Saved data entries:

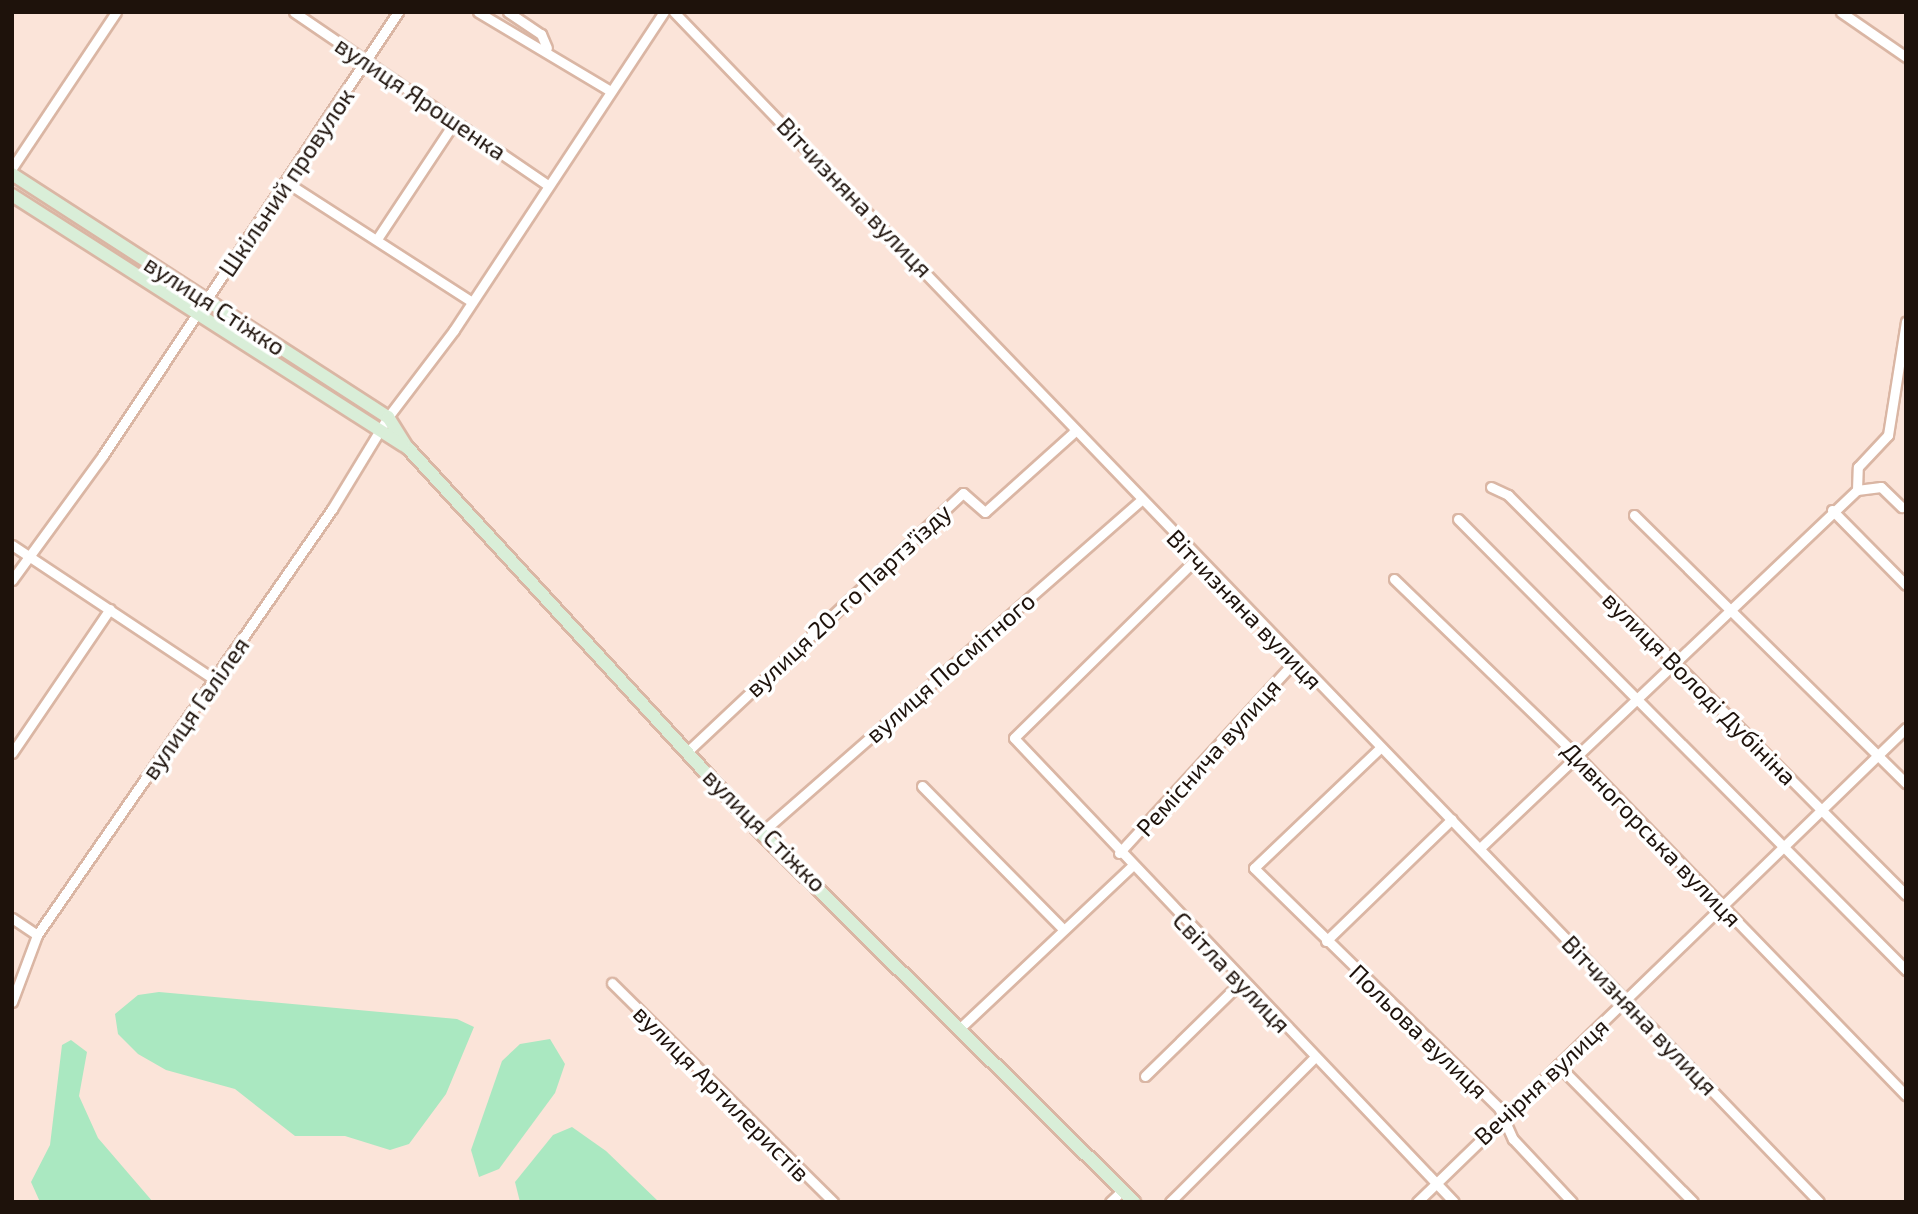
<!DOCTYPE html>
<meta charset="utf-8">
<style>
body{margin:0}
#map{position:relative;width:1918px;height:1214px;overflow:hidden;background:#fbe4d9;font-family:"Exo 2",sans-serif}
div>[style]{position:absolute}
[style*='--x']{left:calc(var(--x)*1px);top:calc(var(--y)*1px);width:calc(var(--w)*1px);rotate:calc(var(--a)*1deg)}
.green>*{inset:0;background:#aae8c1}
.roads{filter:drop-shadow(2px 0 #dab6a4) drop-shadow(-2px 0 #dab6a4) drop-shadow(0 2px #dab6a4) drop-shadow(0 -2px #dab6a4)}
.street>*{height:9px;margin:-4.5px;padding:0 4.5px;transform-origin:4.5px;border-radius:4.5px;background:#fff}
.secondary>*{height:12px;margin:-6px;padding:0 6px;transform-origin:6px;border-radius:6px;background:#d9eed8}
span{translate:-50% -50%;white-space:nowrap;text-align:center;line-height:1.15;-webkit-text-stroke:7px #fff;paint-order:stroke}
.street-label{font-size:24px;color:#1e120b}
.frame{position:absolute;inset:0;border:14px solid #1e120b;pointer-events:none}
</style>
<div id="map">
<div class="green">
<i style="clip-path:polygon(159px 992px,457px 1019px,474px 1027px,446px 1094px,409px 1144px,390px 1150px,345px 1136px,295px 1136px,235px 1089px,166px 1070px,138px 1054px,118px 1034px,115px 1014px,138px 995px)"></i>
<i style="clip-path:polygon(550px 1039px,565px 1064px,555px 1093px,499px 1169px,479px 1177px,471px 1150px,502px 1061px,520px 1044px)"></i>
<i style="clip-path:polygon(71px 1040px,87px 1052px,79px 1096px,98px 1138px,153px 1202px,40px 1202px,31px 1182px,50px 1145px,62px 1045px)"></i>
<i style="clip-path:polygon(572px 1127px,606px 1151px,659px 1202px,520px 1202px,515px 1182px,553px 1135px)"></i>
</div>
<div class="roads">
<div class="street">
<i style="--x:294;--y:12;--w:307;--a:34.3"></i>
<i style="--x:478;--y:12;--w:152;--a:30.8"></i>
<i style="--x:508;--y:12;--w:40;--a:34"></i>
<i style="--x:541;--y:34;--w:15;--a:67"></i>
<i style="--x:674;--y:12;--w:1651;--a:46.1"></i>
<i style="--x:1841;--y:12;--w:79;--a:34.7"></i>
<i style="--x:12;--y:168;--w:187;--a:-56.3"></i>
<i style="--x:286;--y:182;--w:221;--a:32.8"></i>
<i style="--x:377;--y:239;--w:141;--a:-56.5"></i>
<i style="--x:1491;--y:487;--w:19;--a:25"></i>
<i style="--x:1508;--y:495;--w:564;--a:45.14"></i>
<i style="--x:1857;--y:490;--w:23;--a:-88"></i>
<i style="--x:1858;--y:467;--w:44;--a:-46.8"></i>
<i style="--x:1888;--y:435;--w:115;--a:-81"></i>
<i style="--x:1832;--y:510;--w:105;--a:45.4"></i>
<i style="--x:1634;--y:515;--w:382;--a:44.6"></i>
<i style="--x:1458;--y:519;--w:636;--a:45.19"></i>
<i style="--x:12;--y:545;--w:242;--a:33.6"></i>
<i style="--x:1196;--y:559;--w:255;--a:135.5"></i>
<i style="--x:1014;--y:738;--w:639;--a:46.52"></i>
<i style="--x:1394;--y:579;--w:253;--a:44"></i>
<i style="--x:1576;--y:755;--w:474;--a:45.9"></i>
<i style="--x:12;--y:580;--w:155;--a:-53.9"></i>
<i style="--x:103;--y:455;--w:532;--a:-56.34"></i>
<i style="--x:1380;--y:748;--w:174;--a:136.4"></i>
<i style="--x:1254;--y:868;--w:343;--a:44.4"></i>
<i style="--x:1499;--y:1108;--w:34;--a:66"></i>
<i style="--x:1513;--y:1139;--w:86;--a:46.9"></i>
<i style="--x:688;--y:751;--w:377;--a:-43.2"></i>
<i style="--x:963;--y:493;--w:29;--a:41"></i>
<i style="--x:985;--y:512;--w:118;--a:-41.9"></i>
<i style="--x:12;--y:753;--w:174;--a:-55.8"></i>
<i style="--x:922;--y:786;--w:201;--a:45.4"></i>
<i style="--x:761;--y:833;--w:504;--a:-41.22"></i>
<i style="--x:1481;--y:847;--w:518;--a:-43.52"></i>
<i style="--x:1857;--y:490;--w:24;--a:-7"></i>
<i style="--x:1881;--y:487;--w:29;--a:44"></i>
<i style="--x:1119;--y:853;--w:260;--a:-47.5"></i>
<i style="--x:12;--y:918;--w:30;--a:34"></i>
<i style="--x:1326;--y:941;--w:175;--a:-44.1"></i>
<i style="--x:612;--y:983;--w:311;--a:44.7"></i>
<i style="--x:12;--y:1002;--w:72;--a:-69.5"></i>
<i style="--x:37;--y:935;--w:518;--a:-55.3"></i>
<i style="--x:332;--y:509;--w:108;--a:-58.7"></i>
<i style="--x:388;--y:417;--w:109;--a:-52.8"></i>
<i style="--x:454;--y:330;--w:381;--a:-56.6"></i>
<i style="--x:959;--y:1029;--w:238;--a:-43.3"></i>
<i style="--x:1558;--y:1065;--w:192;--a:45.4"></i>
<i style="--x:1145;--y:1076;--w:134;--a:-44.4"></i>
<i style="--x:1110;--y:1202;--w:18;--a:-43"></i>
<i style="--x:1170;--y:1202;--w:205;--a:-45"></i>
<i style="--x:1417;--y:1202;--w:681;--a:-44.11"></i>
</div>
<div class="secondary">
<i style="--x:12;--y:174;--w:448;--a:32.9"></i>
<i style="--x:388;--y:417;--w:36;--a:58"></i>
<i style="--x:407;--y:447;--w:524;--a:47.48"></i>
<i style="--x:761;--y:833;--w:525;--a:44.69"></i>
<i style="--x:12;--y:195;--w:465;--a:32.6"></i>
</div>
</div>
<div class="street-label">
<span style="left:421px;top:98px;rotate:34deg">вулиця Ярошенка</span>
<span style="left:286px;top:182px;rotate:-56deg">Шкільний провулок</span>
<span style="left:855px;top:197px;rotate:46deg">Вітчизняна вулиця</span>
<span style="left:215px;top:305px;rotate:33deg">вулиця Стіжко</span>
<span style="left:848px;top:600px;rotate:-43deg">вулиця 20-го Партз'їзду</span>
<span style="left:1245px;top:609px;rotate:46deg">Вітчизняна вулиця</span>
<span style="left:950px;top:667px;rotate:-41deg">вулиця Посмітного</span>
<span style="left:1700px;top:688px;rotate:45deg">вулиця Володі Дубініна</span>
<span style="left:195px;top:708px;rotate:-55deg">вулиця Галілея</span>
<span style="left:1208px;top:757px;rotate:-48deg">Реміснича вулиця</span>
<span style="left:765px;top:830px;rotate:45deg">вулиця Стіжко</span>
<span style="left:1652px;top:834px;rotate:46deg">Дивногорська вулиця</span>
<span style="left:1232px;top:972px;rotate:46deg">Світла вулиця</span>
<span style="left:1640px;top:1015px;rotate:46deg">Вітчизняна вулиця</span>
<span style="left:1419px;top:1031px;rotate:44deg">Польова вулиця</span>
<span style="left:1541px;top:1081px;rotate:-43deg">Вечірня вулиця</span>
<span style="left:722px;top:1093px;rotate:45deg">вулиця Артилеристів</span>
</div>
<div class="frame"></div>
</div>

#### What needs to be done:
Filter the data down to the lines that contain the string "class", and copy them.

#### Answer for the task:
<div class="green">
<div class="roads">
<div class="street">
<div class="secondary">
<div class="street-label">
<div class="frame"></div>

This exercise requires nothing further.